CloudExpo Nov 2-4, 2009

I attended the Cloud Computing Conference and Expo in Santa Clara, CA on Nov 2 and 3, 2009. There were 7 tracks with multiple sessions each day. Like many of these conferences, several sessions were presented by paying sponsors that get a chance to "sell" their vision, product, or service. Some were better than others, but there was not much earth-shattering news here. I got to meet some friends in the industry; new partners; and interview several of the vendors for understanding their value-add.

The obvious thread that weaved through almost all sessions was security; and to some extent - privacy and compliance.
Security is one of the largest inhibitors but there is progress.

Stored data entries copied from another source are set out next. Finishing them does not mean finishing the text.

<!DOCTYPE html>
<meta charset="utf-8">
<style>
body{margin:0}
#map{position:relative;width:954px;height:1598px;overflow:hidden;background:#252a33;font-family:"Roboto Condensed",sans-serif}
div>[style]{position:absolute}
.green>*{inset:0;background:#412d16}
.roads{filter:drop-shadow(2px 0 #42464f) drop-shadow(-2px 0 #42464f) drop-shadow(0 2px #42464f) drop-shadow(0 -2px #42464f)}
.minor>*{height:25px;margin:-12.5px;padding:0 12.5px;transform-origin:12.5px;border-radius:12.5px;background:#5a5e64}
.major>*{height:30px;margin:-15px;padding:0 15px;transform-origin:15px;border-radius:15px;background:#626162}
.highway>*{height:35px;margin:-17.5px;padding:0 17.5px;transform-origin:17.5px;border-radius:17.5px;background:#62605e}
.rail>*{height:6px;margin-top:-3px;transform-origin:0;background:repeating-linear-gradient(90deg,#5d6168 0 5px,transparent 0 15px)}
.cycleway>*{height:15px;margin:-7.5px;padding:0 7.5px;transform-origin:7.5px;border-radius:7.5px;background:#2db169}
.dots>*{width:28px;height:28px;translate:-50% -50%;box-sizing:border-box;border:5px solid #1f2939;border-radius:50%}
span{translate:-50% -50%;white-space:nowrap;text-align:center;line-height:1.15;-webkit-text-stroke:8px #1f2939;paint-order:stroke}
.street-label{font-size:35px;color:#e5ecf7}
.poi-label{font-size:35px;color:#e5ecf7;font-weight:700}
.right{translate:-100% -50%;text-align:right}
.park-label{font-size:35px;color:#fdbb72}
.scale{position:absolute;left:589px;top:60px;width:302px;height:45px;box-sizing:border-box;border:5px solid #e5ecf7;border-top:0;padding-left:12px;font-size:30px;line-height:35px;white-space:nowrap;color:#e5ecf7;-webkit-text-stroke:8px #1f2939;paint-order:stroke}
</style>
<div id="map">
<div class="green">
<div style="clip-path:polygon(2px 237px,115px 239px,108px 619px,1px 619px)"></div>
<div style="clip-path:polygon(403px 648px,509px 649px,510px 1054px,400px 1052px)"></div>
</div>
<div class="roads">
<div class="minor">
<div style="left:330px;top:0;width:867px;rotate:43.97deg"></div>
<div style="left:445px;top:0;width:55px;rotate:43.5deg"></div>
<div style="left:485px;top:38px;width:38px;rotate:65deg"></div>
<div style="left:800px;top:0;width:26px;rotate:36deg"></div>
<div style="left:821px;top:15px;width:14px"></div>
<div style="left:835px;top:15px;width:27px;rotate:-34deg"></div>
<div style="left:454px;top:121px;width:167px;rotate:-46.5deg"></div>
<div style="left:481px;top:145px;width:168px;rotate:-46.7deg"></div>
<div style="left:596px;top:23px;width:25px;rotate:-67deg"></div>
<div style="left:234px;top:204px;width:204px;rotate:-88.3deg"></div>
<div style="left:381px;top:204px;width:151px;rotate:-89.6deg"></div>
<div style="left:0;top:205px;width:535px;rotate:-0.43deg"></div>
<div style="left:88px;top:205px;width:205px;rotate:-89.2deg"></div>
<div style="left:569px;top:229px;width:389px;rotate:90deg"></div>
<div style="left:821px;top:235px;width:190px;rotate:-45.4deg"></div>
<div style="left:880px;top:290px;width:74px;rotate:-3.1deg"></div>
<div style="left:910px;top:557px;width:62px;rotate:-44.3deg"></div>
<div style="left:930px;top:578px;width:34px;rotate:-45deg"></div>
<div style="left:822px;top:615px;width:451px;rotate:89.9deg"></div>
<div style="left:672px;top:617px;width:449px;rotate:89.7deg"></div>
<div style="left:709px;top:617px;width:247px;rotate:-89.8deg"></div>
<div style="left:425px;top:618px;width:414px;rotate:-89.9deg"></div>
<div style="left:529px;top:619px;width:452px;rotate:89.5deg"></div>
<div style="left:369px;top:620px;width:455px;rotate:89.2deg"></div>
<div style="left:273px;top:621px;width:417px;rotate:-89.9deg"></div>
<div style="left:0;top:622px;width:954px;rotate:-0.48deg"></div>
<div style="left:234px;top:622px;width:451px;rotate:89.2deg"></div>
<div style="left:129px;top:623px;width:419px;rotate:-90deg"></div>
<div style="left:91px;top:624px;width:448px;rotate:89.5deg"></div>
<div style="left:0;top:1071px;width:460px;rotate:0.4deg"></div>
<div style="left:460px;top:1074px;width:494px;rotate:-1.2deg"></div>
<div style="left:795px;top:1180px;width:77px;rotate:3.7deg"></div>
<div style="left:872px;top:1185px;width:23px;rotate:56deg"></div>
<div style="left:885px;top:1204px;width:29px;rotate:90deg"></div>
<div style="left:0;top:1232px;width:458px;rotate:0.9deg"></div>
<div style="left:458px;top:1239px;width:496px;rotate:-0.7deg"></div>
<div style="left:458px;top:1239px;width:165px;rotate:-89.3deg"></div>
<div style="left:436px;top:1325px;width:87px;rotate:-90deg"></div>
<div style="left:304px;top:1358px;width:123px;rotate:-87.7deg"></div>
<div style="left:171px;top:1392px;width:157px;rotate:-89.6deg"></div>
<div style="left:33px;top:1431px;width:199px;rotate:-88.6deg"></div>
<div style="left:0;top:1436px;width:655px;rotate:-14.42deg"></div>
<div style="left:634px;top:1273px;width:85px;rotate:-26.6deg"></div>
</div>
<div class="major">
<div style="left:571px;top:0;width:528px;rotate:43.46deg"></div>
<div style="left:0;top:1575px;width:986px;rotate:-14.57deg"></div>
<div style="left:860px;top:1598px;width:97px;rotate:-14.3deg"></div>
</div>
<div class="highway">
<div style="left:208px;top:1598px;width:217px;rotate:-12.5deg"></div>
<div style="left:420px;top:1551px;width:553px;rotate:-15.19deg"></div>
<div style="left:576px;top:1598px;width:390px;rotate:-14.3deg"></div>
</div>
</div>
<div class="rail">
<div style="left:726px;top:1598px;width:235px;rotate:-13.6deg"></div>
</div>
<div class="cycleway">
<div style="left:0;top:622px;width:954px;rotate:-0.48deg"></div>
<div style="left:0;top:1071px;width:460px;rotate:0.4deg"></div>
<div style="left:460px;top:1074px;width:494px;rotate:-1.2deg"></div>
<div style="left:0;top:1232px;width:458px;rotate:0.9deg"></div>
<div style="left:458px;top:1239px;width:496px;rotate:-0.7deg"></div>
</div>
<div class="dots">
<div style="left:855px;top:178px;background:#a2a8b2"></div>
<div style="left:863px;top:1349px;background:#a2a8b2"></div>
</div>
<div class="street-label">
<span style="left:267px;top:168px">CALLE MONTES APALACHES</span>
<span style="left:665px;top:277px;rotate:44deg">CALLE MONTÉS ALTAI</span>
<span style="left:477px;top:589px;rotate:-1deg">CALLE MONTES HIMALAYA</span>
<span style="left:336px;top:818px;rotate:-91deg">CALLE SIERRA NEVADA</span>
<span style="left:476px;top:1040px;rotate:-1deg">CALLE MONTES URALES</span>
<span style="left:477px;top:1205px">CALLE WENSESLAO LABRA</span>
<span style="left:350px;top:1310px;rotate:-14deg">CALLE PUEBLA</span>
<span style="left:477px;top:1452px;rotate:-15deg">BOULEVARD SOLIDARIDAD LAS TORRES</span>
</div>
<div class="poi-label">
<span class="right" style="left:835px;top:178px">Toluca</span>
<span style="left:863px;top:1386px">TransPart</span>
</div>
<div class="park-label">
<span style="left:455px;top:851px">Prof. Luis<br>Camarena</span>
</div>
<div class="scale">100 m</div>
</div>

Considerations for cloud deployments:
Workload profile
Delivery qualities
Deployment physics

TRACK 1:  Enterprise-Class Cloud Computing
TRACK 2: Management, Testing, Security & Interoperability
TRACK 3: IaaS, Cloud Platforms, Cloud Storage
TRACK 4: Hot Topics
TRACK 5: RIAs in the Cloud SOA in the Cloud
TRACK 6 :Server, Desktop & Storage Virtualization
TRACK 7 :Management, Performance, Security, & Compliance

Richard Marcello from Unisys, however, had an interesting presentation - the Myths and Truths. (but the main takeaway from his preso was to plan on failure - none of his expected slide animations worked and he was a bit distracted)

9. Revoution
Evolution of technology

8. All Clouds are the same
Options - Public, Private, Hybrid

7. It's all about technology
It's about business agility. Forrester slide on financial benefits beyond Capex include: cashflow, Fin Risk, Income Statement (maintenance instead of depreciating capex), and the Balance Sheet (nothing on the BS intead of LT cap assets)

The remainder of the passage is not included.